Re: Cabin in the Woods

BigDamnArtist wrote:

I think people get to caught up on trying to analyze why Dana and Marty did what they did, as though their actions in that scene are the outcome of level headed thought and analytic thinking, when (I think) the movie makes it perfectly clear that we are dealing with two people on the very brink of their sanity who are given a choice between killing the living human being directly in front of them, the same person they just spent the entire day dealing with this shit with, and who on numerous occasions saved each others ass, or saying enough with the killing let it all burn (An action which has no understandable consequences to them at that moment, it's something so much larger than them, something they can't even begin to comprehend. And so in that moment, the two of them chose the choice they had where they could feel like they're were in control...not killing each other.
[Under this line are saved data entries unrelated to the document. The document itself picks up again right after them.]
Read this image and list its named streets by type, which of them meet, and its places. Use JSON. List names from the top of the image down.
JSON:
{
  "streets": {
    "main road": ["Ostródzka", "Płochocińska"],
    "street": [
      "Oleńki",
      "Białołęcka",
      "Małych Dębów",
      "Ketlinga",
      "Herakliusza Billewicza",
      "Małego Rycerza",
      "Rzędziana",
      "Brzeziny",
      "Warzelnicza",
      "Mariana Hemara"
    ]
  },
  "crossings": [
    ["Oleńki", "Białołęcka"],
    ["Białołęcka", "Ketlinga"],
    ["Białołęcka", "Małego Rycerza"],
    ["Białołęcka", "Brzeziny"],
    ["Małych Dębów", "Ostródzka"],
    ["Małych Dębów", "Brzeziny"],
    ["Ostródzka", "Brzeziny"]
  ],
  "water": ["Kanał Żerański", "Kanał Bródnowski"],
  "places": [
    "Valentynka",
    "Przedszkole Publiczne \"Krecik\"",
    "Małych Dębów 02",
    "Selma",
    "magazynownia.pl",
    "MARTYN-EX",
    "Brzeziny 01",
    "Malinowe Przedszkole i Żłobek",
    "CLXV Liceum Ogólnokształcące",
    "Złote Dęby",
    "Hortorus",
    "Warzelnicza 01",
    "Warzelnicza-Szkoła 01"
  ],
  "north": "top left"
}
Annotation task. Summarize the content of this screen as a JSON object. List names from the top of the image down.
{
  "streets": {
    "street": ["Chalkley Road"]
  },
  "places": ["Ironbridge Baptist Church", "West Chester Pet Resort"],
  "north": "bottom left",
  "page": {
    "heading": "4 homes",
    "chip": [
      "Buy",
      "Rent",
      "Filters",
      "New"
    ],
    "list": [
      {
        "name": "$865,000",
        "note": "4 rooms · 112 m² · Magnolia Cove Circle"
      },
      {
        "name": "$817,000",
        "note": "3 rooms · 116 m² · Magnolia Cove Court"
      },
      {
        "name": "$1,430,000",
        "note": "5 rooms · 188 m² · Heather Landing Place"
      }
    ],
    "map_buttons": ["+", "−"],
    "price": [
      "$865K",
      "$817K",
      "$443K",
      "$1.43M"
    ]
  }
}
Okay, so this post is based on me having re-watched portions of the movie. In an earlier post, I said that we're given no reason to suspect that the kids might turn on each other, which isn't quite true. We do get a small hint from Sitterson right after he's been stabbed when he tells Dana to kill Marty. The exposition dump at the end is still really clumsy and unconvincing, though.

My impression wasn't that Dana and Marty made a logical choice to end the world. But they also didn't strike me as two tortured souls caving into human weakness. They both seem fully aware of the consequences of their actions, but act as if they're not personally invested, which doesn't make any sense.

I kinda agree with Marcus. Because the overall tone of the movie is so flippant, Dana and Marty's choice does make them seem a bit like a couple of kids flipping the whole world the finger.

I mean, I don't know if I could kill my friend under those circumstances either, but I would at least give a thought to my family and friends and what might happen to them as a consequence if I didn't. Dana says, "The whole world, Marty." and yet her words seem to fail to sway him in the slightest. And then later, in a complete turnaround, Dana says, "It's time to give someone else a chance." This s a thin justification at best, but my biggest problem is that this attitude comes completely out of left field. She seemed pretty distraught when her other friends died, but unless those were the only people in the whole world she cared about, why is she so disinterested in the fact that everyone else is going to die?

The only thing I liked about Cabin in the Woods was that the group of college kids felt like real human beings. They were funny, smart, interesting, and nice. I cared about what might happen to them. They were really fleshed out as people who had lives beyond the boundaries the movie they were in dictated. But the ending throws all of that out of the window, and we're given another helping of cynicism that limits them and their actions to those of stock characters in a scary movie. 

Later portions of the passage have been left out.